Leday and other administrators insist the suspension of the benefits had nothing to do with the CBS4 probe. The assistant superintendent said the decision to suspend the program was made in November or December of 2010, but just wasn’t announced until March 21, after CBS4 began asking questions.
Whitehair is suspicious of the timing of the district’s announcement.
“If we did not know about this and this continued on, I doubt seriously that would have been suspended. You putting pressure on them — that was the reason they came to this decision,” Whitehair said.
The mechanism of allowing school administrators to take professional development money as additional salary seems to be unusual. CBS4 checked with multiple school districts for their policies on professional development stipends and how the money is distributed. The Cherry Creek School District allots $1,000 per year for 142 administrators to use for professional development.
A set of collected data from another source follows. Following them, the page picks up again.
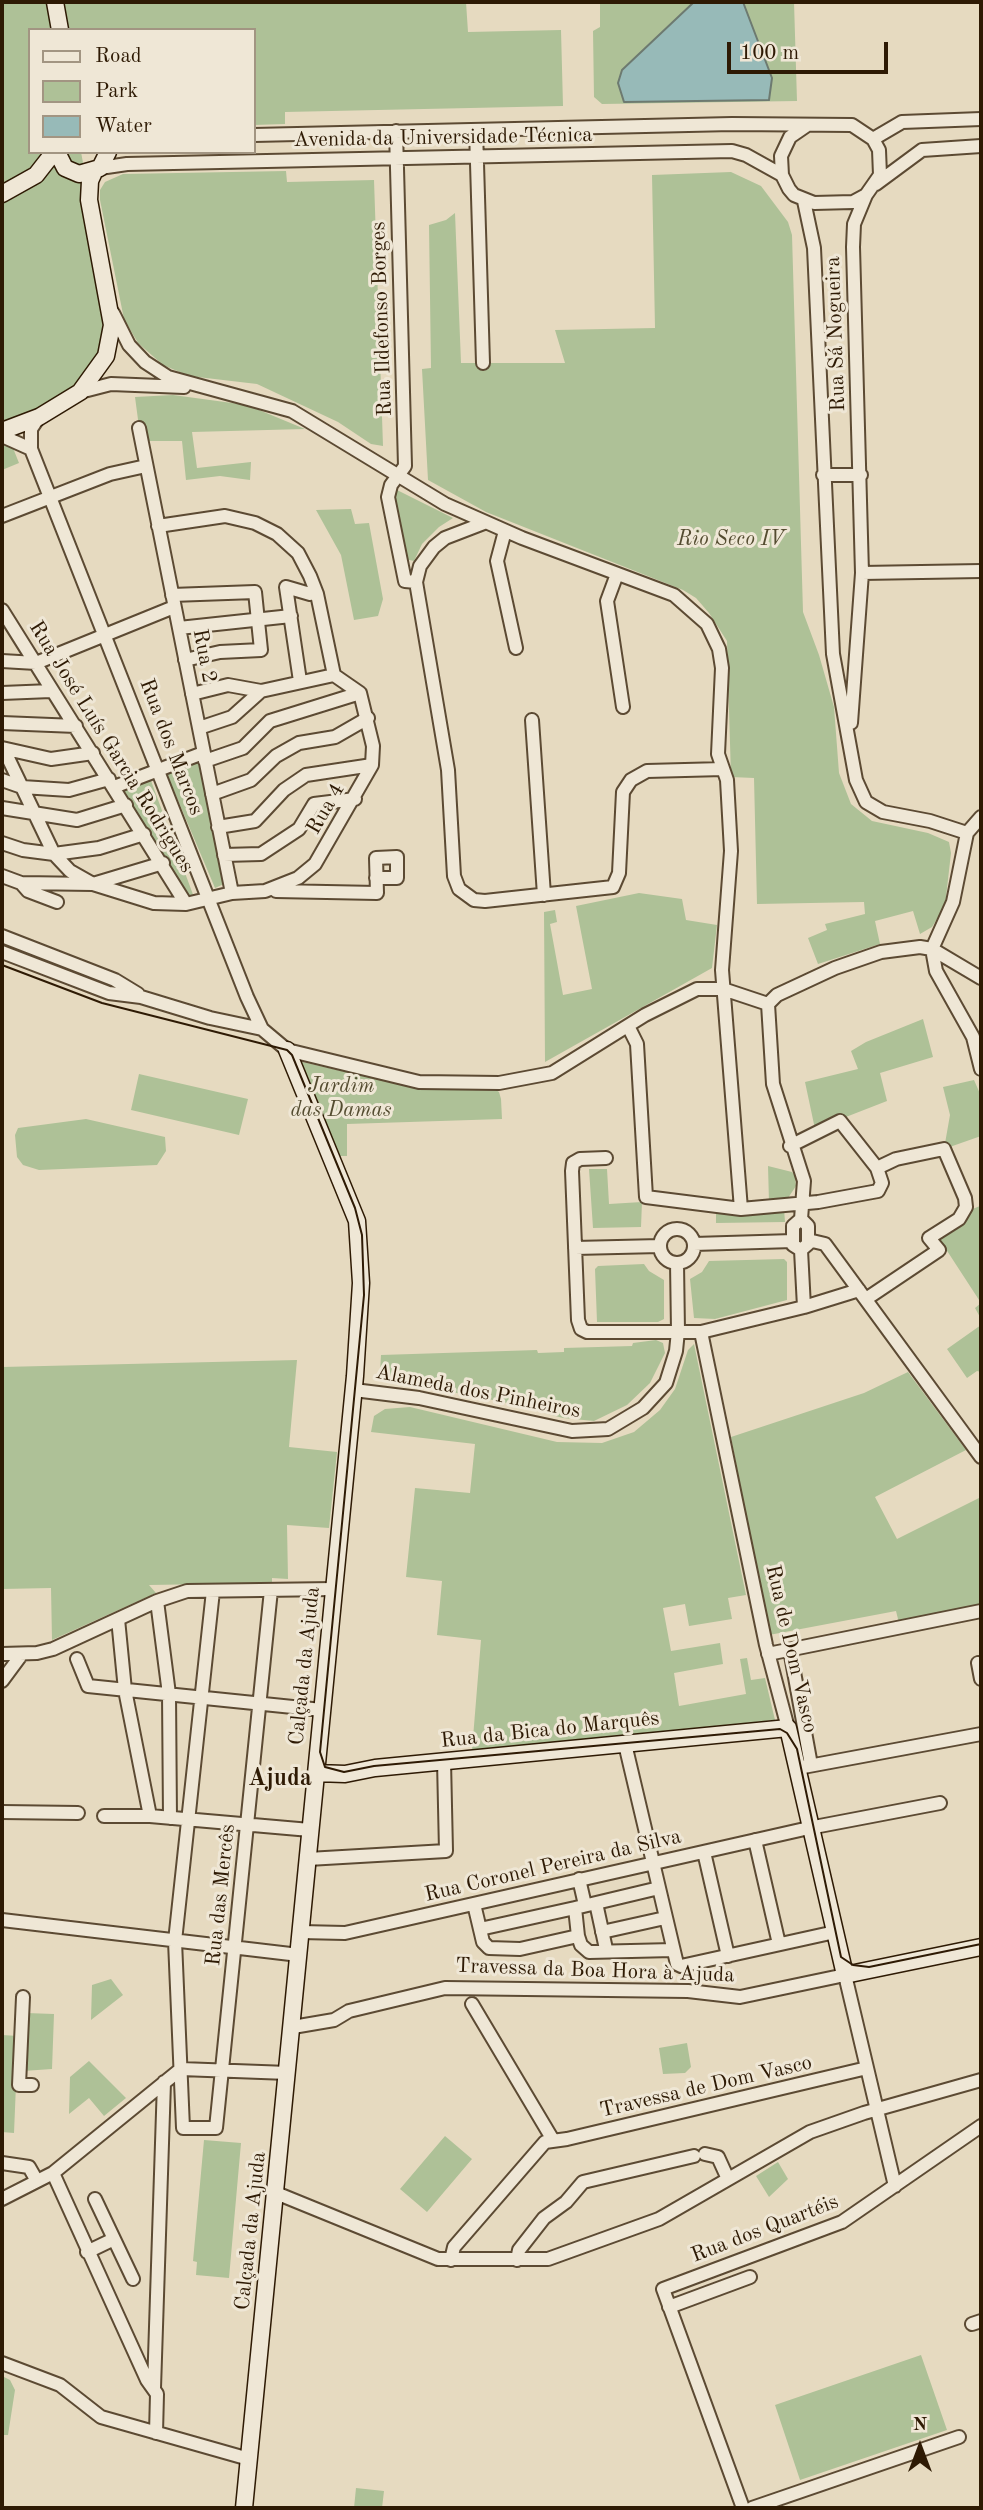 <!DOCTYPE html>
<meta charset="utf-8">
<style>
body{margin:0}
#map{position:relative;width:983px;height:2510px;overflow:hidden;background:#e6dac0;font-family:"Old Standard TT",serif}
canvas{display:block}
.frame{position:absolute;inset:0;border:4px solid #2e1a04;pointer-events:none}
.legend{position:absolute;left:28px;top:28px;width:228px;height:126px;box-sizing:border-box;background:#efe7d6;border:2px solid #a29582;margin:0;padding:9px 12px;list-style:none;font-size:21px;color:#2e1a04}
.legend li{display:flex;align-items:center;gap:14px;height:35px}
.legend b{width:35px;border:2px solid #a29582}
.north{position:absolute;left:885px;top:2412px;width:70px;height:70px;-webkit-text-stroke:5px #efe7d6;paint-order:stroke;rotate:0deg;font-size:19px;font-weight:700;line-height:28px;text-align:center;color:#2e1a04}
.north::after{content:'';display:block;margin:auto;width:24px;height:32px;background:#2e1a04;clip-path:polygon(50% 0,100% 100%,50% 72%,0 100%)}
.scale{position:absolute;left:727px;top:42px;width:161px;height:32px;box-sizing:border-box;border:4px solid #2e1a04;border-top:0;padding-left:9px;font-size:21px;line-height:24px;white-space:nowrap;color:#2e1a04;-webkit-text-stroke:5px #efe7d6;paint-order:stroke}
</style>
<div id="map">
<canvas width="983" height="2510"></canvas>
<div class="frame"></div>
<ul class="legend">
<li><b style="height:9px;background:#efe7d6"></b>Road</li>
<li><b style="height:19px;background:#aec197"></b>Park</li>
<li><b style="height:19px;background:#97bab8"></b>Water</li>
</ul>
<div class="north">N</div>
<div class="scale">100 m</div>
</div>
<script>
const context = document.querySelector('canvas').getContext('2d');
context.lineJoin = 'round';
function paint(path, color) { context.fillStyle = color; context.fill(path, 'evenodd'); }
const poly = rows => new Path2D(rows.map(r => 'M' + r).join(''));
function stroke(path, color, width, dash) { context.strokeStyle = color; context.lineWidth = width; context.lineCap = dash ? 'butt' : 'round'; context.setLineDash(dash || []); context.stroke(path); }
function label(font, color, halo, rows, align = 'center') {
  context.font = font + ' "Old Standard TT",serif'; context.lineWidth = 6; context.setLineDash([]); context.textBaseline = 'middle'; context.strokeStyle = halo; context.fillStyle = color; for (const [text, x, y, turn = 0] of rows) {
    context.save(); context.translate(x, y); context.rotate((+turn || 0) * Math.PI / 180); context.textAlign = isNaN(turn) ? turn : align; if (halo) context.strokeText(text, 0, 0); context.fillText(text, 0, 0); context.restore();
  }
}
const green = poly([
 [2,2,466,2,468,32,561,30,563,106,285,112,285,124,254,125,254,30,30,30,30,152,81,152,112,318,93,378,5,428,19,463,2,470],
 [600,2,794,2,797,101,602,104,594,97,593,31,600,27],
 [286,171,287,182,374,180,383,446,371,444,338,422,257,384,189,376,163,365,138,343,124,319,100,200,100,190,105,182,123,174],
 [731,172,761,186,788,222,792,235,803,612,819,655,834,707,839,773,851,804,872,821,928,833,949,842,951,853,945,906,932,927,920,934,913,911,875,921,880,944,818,964,808,938,827,930,825,924,865,914,864,902,757,904,754,778,731,777,727,641,709,613,696,598,683,590,486,512,428,480,422,369,431,368,429,225,446,220,455,213,461,363,565,363,555,330,655,328,652,175],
 [173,395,247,405,305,429,192,432,197,468,251,462,250,480,220,476,186,480,182,441,147,441,139,427,135,397],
 [393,488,453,518,439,527,422,544,414,561,405,559],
 [351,509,355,524,369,523,383,599,378,616,354,620,341,555,316,510],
 [200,759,224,884,215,888,166,772],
 [150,778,195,900,188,899,120,789],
 [639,893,682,899,686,920,717,925,712,968,545,1062,544,912,555,910,557,922,550,924,563,995,592,989,576,906],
 [923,1019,933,1057,880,1073,887,1101,815,1129,805,1082,858,1069,851,1051,866,1042],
 [298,1061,411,1087,493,1088,499,1092,501,1099,502,1119,347,1124,347,1156,338,1156],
 [139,1074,248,1099,239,1135,131,1110],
 [974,1080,981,1096,981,1136,944,1149,950,1115,943,1087],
 [86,1119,165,1137,166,1151,157,1165,39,1170,23,1165,17,1157,15,1135,18,1128],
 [768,1166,792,1172,795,1176,796,1186,786,1201,769,1202],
 [589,1169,607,1169,609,1204,642,1202,641,1227,593,1228],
 [980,1206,981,1210,981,1319,975,1308,981,1303,940,1240,966,1223,970,1210],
 [784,1209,785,1222,716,1223,716,1211],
 [784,1259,787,1262,787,1300,715,1319,694,1318,690,1279,702,1272,709,1261],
 [644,1264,649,1271,664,1280,664,1319,658,1322,597,1322,595,1269,598,1266],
 [981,1325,981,1372,977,1371,967,1378,947,1349],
 [656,1340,663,1343,665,1353,650,1383,627,1405,594,1421,563,1418,503,1402,385,1379,380,1373,381,1355,537,1350,538,1353,564,1352,564,1348,632,1346,633,1343],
 [694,1344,746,1595,728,1598,732,1619,689,1626,685,1604,663,1608,671,1651,720,1643,723,1664,674,1673,679,1706,746,1694,740,1659,747,1658,751,1680,765,1678,775,1720,472,1750,481,1640,437,1635,442,1581,406,1577,415,1488,470,1493,475,1444,371,1432,374,1416,385,1409,410,1407,557,1442,602,1443,634,1432,660,1410,675,1389,688,1350],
 [297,1360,289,1447,337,1452,329,1528,287,1525,288,1579,272,1578,272,1583,149,1585,156,1593,52,1640,51,1588,2,1589,2,1367],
 [908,1372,966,1450,875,1497,897,1539,981,1497,981,1606,899,1623,896,1611,769,1635,731,1437,864,1393],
 [111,1979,123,1995,91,2020,92,1985],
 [26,2013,54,2014,52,2069,23,2071],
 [2,2035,18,2036,14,2133,2,2132],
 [687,2043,691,2067,685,2073,663,2074,659,2048],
 [89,2061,126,2098,104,2116,89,2098,69,2114,70,2077],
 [445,2136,472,2159,427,2212,400,2189],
 [204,2140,241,2143,229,2278,196,2275,197,2262,193,2261],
 [778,2162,788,2179,769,2197,756,2176],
 [921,2355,947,2430,800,2480,775,2405],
 [2,2376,10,2380,15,2390,8,2435,2,2435],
 [356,2488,384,2491,382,2508,354,2508]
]);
const water = poly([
 [694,2,743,2,772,78,769,100,624,102,618,83,622,70,694,2]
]);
const street = poly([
 [476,130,483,363],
 [396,131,405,466,391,485,388,497,405,581,416,582],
 [254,135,732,124,852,125,873,139,879,150,880,175,866,195,853,202,814,203,794,195,789,189,782,175,781,156,790,137,806,126],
 [873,139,902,122,981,119],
 [100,168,127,164,732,151,746,155,782,175],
 [876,184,922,150,981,146],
 [804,201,814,248,833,654,856,780,866,802,883,812,930,821,967,833],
 [113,313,129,345,145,362,168,377,292,411,445,504,522,538,674,595,707,624,719,649,722,668,718,754,727,780,731,851,722,970,741,1209],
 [80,392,111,384,184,387],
 [39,417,31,429,31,449,247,997,262,1029,287,1050,419,1082,499,1083,552,1073,645,1015,697,989,723,989,768,1004],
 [139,428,232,893],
 [2,436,31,449],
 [823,475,861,475],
 [2,516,110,474,146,466],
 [484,523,445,538,434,547,420,566,416,582,448,770,454,876,459,889,474,900,485,901,613,887,619,873,623,792,631,780,647,771,723,769],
 [158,526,225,516,255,523,277,534,298,553,310,576,317,594,334,675],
 [505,531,497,561,516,648],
 [862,573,981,571],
 [617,574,607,601,623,707],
 [172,595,255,592,261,650,220,652,185,660],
 [2,610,186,904],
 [179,628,291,616],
 [2,661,36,663,174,607],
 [300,681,286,587,310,594],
 [2,693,51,691],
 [192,694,228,685,261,691,334,675],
 [532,720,544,895],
 [2,723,76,726],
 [851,723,862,573,853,247,854,224,866,195],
 [199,728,232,717,261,691],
 [2,748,51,759,93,753],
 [2,751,9,760,54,854,70,871,93,884,154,903,186,904,232,893,265,891,298,878,315,864,372,765,373,746,360,693,334,675],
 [205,761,243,748,270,721,360,693],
 [2,780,22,787,69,790,109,779],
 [114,787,203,753],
 [212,794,251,780,276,756,299,743,335,737,368,718],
 [2,808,77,820,126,805],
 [218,827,255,821,284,790,306,775,372,765],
 [2,843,23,850,54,854,99,848,144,834],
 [224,855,261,854,299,829,314,804,355,799],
 [2,876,21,883,93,884,163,863],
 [21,883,28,891,57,902],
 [276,891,377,893,376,858,397,857,397,878,376,878],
 [2,936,115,980,138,994],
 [932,949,953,902,967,833,981,817],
 [932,949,936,971,973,1037,981,1069],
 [2,952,109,993,141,997,210,1018,262,1029],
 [768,1004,773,1084,804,1181,801,1219,793,1226,793,1245,801,1250,808,1244,808,1226,801,1219],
 [768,1004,777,995,835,968,881,952,920,947,932,949,981,978],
 [628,1026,637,1044,646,1197,741,1209,818,1202,878,1191,882,1183,877,1168,840,1121,790,1146],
 [606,1158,580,1159,573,1163,572,1171,578,1320,581,1329,587,1332,701,1332,804,1307,859,1290],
 '660 1246a17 17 0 1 1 34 0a17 17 0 1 1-34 0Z',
 [808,1240,825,1244,981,1457],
 [694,1244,793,1241],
 [575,1248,660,1246],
 [801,1250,804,1307],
 [866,1299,939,1250,929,1238,959,1219,966,1207,965,1198,944,1149,896,1159,877,1168],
 [701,1332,766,1645,788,1728],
 [354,1390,419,1398,572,1431,608,1429,643,1408,666,1383,676,1351,678,1331,677,1263],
 [213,1591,175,1941,183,2128,216,2128,271,1590],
 [157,1601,169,1694,170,1818],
 [118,1619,125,1690,150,1816],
 [790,1650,811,1765],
 [2,1654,37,1653,53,1649,157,1601,187,1591,334,1589],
 [768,1654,981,1611],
 [77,1659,88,1686,322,1710],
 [978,1663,981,1679],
 [2,1681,22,1654],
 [625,1744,677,1964,681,1966,835,1932],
 [798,1768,981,1734],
 [2,1812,78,1813],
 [104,1816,150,1816,310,1830],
 [755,1840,779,1944],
 [704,1852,728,1956],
 [308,1859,446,1851,444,1761],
 [579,1879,585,1905],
 [659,1888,575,1908,578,1936,581,1945,589,1952,673,1950],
 [596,1903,606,1949],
 [474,1904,483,1942,489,1948,520,1949,578,1936],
 [2,1920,299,1955],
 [480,1929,575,1908],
 [301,1932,345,1933,809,1828,940,1803],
 [602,1932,665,1918],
 [23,1997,19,2085,32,2085],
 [472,2004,553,2140],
 [293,2027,334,2020,349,2011,445,1988,688,1991,740,1997,845,1975,895,2186],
 [705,2154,718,2157,728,2179],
 [2,2163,29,2167,37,2181],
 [53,2173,147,2380,157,2394,156,2433],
 [276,2193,438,2259,548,2259,659,2219,810,2132,864,2113,981,2080],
 [2,2199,53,2173,181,2069,288,2073],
 [95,2199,133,2279],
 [87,2252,114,2239],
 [451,2260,454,2247,545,2142,567,2139,867,2068],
 [517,2260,519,2250,544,2218,566,2202,583,2182,694,2156],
 [669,2307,750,2277],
 [972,2324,981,2321],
 [2,2363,60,2385,101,2417,249,2459],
 [154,2388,164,2082],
 [743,2508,663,2289,842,2222,981,2126],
 [752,2508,959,2437]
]);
const secondary = poly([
 [55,2,60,30],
 [57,152,65,168,79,174,100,168,108,152],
 [2,194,36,175,54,152],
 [2,431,39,417,80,392,106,356,112,325,89,200,90,181,94,172],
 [316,1773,345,1774,375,1768,788,1728,845,1975,981,1947],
 [244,2508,355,1376,361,1283,357,1221,287,1050]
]);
const tram = poly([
 [2,965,102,1003,287,1050,292,1055,355,1208,362,1235,364,1295,320,1752,325,1767,344,1772,374,1766,780,1729,787,1733,797,1749,841,1957,853,1965,869,1967,981,1944]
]);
const streetNames = [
 ["Avenida da Universidade Técnica",443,138,-1],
 ["Rua Ildefonso Borges",382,319,-92],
 ["Rua Sá Nogueira",836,334,-92],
 ["Rua 2",204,656,79],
 ["Rua José Luís Garcia Rodrigues",111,747,58],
 ["Rua dos Marcos",171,747,69],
 ["Rua 4",326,809,-60],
 ["Alameda dos Pinheiros",478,1392,11],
 ["Rua de Dom Vasco",791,1649,77],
 ["Calçada da Ajuda",305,1666,-84],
 ["Rua da Bica do Marquês",550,1730,-6],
 ["Rua Coronel Pereira da Silva",553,1866,-13],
 ["Rua das Mercês",221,1895,-84],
 ["Travessa da Boa Hora à Ajuda",595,1971,2],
 ["Travessa de Dom Vasco",706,2087,-13],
 ["Rua dos Quartéis",765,2229,-21],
 ["Calçada da Ajuda",251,2231,-84]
];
const parkNames = [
 ["Rio Seco IV",731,539],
 ["Jardim",341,1086],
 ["das Damas",341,1110]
];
const quarterNames = [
 ["Ajuda",280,1779]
];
paint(green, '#aec197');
paint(water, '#97bab8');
stroke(water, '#6d7a70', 2);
stroke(street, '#5c4a33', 16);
stroke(secondary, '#2e1a04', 19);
stroke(street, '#efe7d6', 12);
stroke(secondary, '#efe7d6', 16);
stroke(tram, '#2e1a04', 2);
label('21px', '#2e1a04', '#efe7d6', streetNames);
label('italic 21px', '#544c30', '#efe7d6', parkNames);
label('bold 24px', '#2e1a04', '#efe7d6', quarterNames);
</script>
The district suspended the benefit in July 2010 when it became clear budget issues were looming, according district spokesperson Tustin Amole.
“The professional growth amount ($1,000) has been suspended as part of the budget reductions for this year. At no point was it available to take as cash,” Amole wrote.
A spokesman for Denver Public Schools, Michael Vaughn, says if an administrator wants to attend a conference or acquire some sort of professional development, they ask their supervisor if there is money in the budget.
“Any training that our employees get is through departmental budgets and must be approved by their directors … or in case of PD for chiefs, by chief of staff or superintendent. No PD money goes straight to employees.” Vaughn wrote in an e-mail.
The Jefferson County School district “does not allocate funds for professional development to district employees,” said Lynn Setzer, a district spokesperson.
At the Thompson Valley School District, $1,700 is budgeted each year for professional growth for principals. District spokesperson Wes Fothergill said, “It’s intended for their professional growth and it cannot be cashed out as compensation.”